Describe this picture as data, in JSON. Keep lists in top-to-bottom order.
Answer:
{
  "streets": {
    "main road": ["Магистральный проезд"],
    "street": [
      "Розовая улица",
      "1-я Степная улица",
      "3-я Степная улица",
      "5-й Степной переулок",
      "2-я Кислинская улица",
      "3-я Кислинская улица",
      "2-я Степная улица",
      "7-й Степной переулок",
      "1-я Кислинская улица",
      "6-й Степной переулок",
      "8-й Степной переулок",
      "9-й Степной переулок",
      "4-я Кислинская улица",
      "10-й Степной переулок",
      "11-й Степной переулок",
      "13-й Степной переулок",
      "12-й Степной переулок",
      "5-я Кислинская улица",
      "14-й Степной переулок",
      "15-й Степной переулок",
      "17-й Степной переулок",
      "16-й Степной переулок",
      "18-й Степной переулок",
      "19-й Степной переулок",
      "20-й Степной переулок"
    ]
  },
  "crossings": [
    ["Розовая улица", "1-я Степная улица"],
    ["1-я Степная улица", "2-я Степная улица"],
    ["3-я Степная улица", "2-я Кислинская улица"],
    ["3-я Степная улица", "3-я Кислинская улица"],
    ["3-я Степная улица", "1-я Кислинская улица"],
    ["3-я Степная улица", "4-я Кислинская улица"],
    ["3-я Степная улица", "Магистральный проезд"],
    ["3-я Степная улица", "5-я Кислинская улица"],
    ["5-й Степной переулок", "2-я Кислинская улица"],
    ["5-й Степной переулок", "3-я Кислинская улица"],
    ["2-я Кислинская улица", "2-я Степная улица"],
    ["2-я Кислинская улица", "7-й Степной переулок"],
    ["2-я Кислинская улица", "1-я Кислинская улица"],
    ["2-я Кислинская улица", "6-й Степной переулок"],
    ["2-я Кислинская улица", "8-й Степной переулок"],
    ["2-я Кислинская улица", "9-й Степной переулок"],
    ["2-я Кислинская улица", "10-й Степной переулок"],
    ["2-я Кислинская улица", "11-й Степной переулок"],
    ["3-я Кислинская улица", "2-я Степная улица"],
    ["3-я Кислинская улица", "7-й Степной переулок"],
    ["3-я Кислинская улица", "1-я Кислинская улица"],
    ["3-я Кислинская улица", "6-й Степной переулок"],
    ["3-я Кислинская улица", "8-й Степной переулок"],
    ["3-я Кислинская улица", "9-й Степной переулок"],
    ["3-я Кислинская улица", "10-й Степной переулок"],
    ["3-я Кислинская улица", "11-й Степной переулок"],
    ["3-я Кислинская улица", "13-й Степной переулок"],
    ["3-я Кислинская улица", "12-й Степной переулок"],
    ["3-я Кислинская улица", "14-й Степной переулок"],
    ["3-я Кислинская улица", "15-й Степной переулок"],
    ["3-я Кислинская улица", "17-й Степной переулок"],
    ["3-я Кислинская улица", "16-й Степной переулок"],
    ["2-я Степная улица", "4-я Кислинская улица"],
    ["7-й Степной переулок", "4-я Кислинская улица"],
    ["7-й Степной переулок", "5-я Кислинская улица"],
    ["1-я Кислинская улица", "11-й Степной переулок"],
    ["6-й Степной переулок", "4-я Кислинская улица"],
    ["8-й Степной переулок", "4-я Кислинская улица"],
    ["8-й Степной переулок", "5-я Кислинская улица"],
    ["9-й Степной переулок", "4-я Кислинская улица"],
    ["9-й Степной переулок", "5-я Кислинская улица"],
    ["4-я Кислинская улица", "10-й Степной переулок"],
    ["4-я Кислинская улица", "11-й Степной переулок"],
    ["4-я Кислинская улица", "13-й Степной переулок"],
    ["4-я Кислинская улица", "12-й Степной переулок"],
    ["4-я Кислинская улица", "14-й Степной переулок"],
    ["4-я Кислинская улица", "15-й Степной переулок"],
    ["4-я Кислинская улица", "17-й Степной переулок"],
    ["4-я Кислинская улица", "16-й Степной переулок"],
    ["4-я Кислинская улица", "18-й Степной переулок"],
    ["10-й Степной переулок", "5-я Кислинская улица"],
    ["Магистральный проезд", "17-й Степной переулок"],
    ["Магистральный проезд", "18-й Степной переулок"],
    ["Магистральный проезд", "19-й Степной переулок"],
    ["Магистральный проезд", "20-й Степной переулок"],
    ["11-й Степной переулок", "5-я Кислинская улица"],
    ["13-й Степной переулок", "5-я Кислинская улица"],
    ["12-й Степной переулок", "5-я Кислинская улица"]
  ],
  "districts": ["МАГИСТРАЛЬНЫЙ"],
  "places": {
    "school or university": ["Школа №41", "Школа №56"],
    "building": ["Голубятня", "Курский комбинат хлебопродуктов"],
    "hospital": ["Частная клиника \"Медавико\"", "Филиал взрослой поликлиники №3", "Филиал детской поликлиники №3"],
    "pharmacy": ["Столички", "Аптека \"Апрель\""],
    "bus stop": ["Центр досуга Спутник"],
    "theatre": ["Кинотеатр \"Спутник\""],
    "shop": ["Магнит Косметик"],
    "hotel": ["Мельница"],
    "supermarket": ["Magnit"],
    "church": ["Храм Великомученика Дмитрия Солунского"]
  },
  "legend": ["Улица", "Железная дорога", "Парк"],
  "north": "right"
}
⁂
Write the material above out again, exactly as it reads.

Describe this picture as data, in JSON. Keep lists in top-to-bottom order.
Answer:
{
  "streets": {
    "main road": ["Магистральный проезд"],
    "street": [
      "Розовая улица",
      "1-я Степная улица",
      "3-я Степная улица",
      "5-й Степной переулок",
      "2-я Кислинская улица",
      "3-я Кислинская улица",
      "2-я Степная улица",
      "7-й Степной переулок",
      "1-я Кислинская улица",
      "6-й Степной переулок",
      "8-й Степной переулок",
      "9-й Степной переулок",
      "4-я Кислинская улица",
      "10-й Степной переулок",
      "11-й Степной переулок",
      "13-й Степной переулок",
      "12-й Степной переулок",
      "5-я Кислинская улица",
      "14-й Степной переулок",
      "15-й Степной переулок",
      "17-й Степной переулок",
      "16-й Степной переулок",
      "18-й Степной переулок",
      "19-й Степной переулок",
      "20-й Степной переулок"
    ]
  },
  "crossings": [
    ["Розовая улица", "1-я Степная улица"],
    ["1-я Степная улица", "2-я Степная улица"],
    ["3-я Степная улица", "2-я Кислинская улица"],
    ["3-я Степная улица", "3-я Кислинская улица"],
    ["3-я Степная улица", "1-я Кислинская улица"],
    ["3-я Степная улица", "4-я Кислинская улица"],
    ["3-я Степная улица", "Магистральный проезд"],
    ["3-я Степная улица", "5-я Кислинская улица"],
    ["5-й Степной переулок", "2-я Кислинская улица"],
    ["5-й Степной переулок", "3-я Кислинская улица"],
    ["2-я Кислинская улица", "2-я Степная улица"],
    ["2-я Кислинская улица", "7-й Степной переулок"],
    ["2-я Кислинская улица", "1-я Кислинская улица"],
    ["2-я Кислинская улица", "6-й Степной переулок"],
    ["2-я Кислинская улица", "8-й Степной переулок"],
    ["2-я Кислинская улица", "9-й Степной переулок"],
    ["2-я Кислинская улица", "10-й Степной переулок"],
    ["2-я Кислинская улица", "11-й Степной переулок"],
    ["3-я Кислинская улица", "2-я Степная улица"],
    ["3-я Кислинская улица", "7-й Степной переулок"],
    ["3-я Кислинская улица", "1-я Кислинская улица"],
    ["3-я Кислинская улица", "6-й Степной переулок"],
    ["3-я Кислинская улица", "8-й Степной переулок"],
    ["3-я Кислинская улица", "9-й Степной переулок"],
    ["3-я Кислинская улица", "10-й Степной переулок"],
    ["3-я Кислинская улица", "11-й Степной переулок"],
    ["3-я Кислинская улица", "13-й Степной переулок"],
    ["3-я Кислинская улица", "12-й Степной переулок"],
    ["3-я Кислинская улица", "14-й Степной переулок"],
    ["3-я Кислинская улица", "15-й Степной переулок"],
    ["3-я Кислинская улица", "17-й Степной переулок"],
    ["3-я Кислинская улица", "16-й Степной переулок"],
    ["2-я Степная улица", "4-я Кислинская улица"],
    ["7-й Степной переулок", "4-я Кислинская улица"],
    ["7-й Степной переулок", "5-я Кислинская улица"],
    ["1-я Кислинская улица", "11-й Степной переулок"],
    ["6-й Степной переулок", "4-я Кислинская улица"],
    ["8-й Степной переулок", "4-я Кислинская улица"],
    ["8-й Степной переулок", "5-я Кислинская улица"],
    ["9-й Степной переулок", "4-я Кислинская улица"],
    ["9-й Степной переулок", "5-я Кислинская улица"],
    ["4-я Кислинская улица", "10-й Степной переулок"],
    ["4-я Кислинская улица", "11-й Степной переулок"],
    ["4-я Кислинская улица", "13-й Степной переулок"],
    ["4-я Кислинская улица", "12-й Степной переулок"],
    ["4-я Кислинская улица", "14-й Степной переулок"],
    ["4-я Кислинская улица", "15-й Степной переулок"],
    ["4-я Кислинская улица", "17-й Степной переулок"],
    ["4-я Кислинская улица", "16-й Степной переулок"],
    ["4-я Кислинская улица", "18-й Степной переулок"],
    ["10-й Степной переулок", "5-я Кислинская улица"],
    ["Магистральный проезд", "17-й Степной переулок"],
    ["Магистральный проезд", "18-й Степной переулок"],
    ["Магистральный проезд", "19-й Степной переулок"],
    ["Магистральный проезд", "20-й Степной переулок"],
    ["11-й Степной переулок", "5-я Кислинская улица"],
    ["13-й Степной переулок", "5-я Кислинская улица"],
    ["12-й Степной переулок", "5-я Кислинская улица"]
  ],
  "districts": ["МАГИСТРАЛЬНЫЙ"],
  "places": {
    "school or university": ["Школа №41", "Школа №56"],
    "building": ["Голубятня", "Курский комбинат хлебопродуктов"],
    "hospital": ["Частная клиника \"Медавико\"", "Филиал взрослой поликлиники №3", "Филиал детской поликлиники №3"],
    "pharmacy": ["Столички", "Аптека \"Апрель\""],
    "bus stop": ["Центр досуга Спутник"],
    "theatre": ["Кинотеатр \"Спутник\""],
    "shop": ["Магнит Косметик"],
    "hotel": ["Мельница"],
    "supermarket": ["Magnit"],
    "church": ["Храм Великомученика Дмитрия Солунского"]
  },
  "legend": ["Улица", "Железная дорога", "Парк"],
  "north": "right"
}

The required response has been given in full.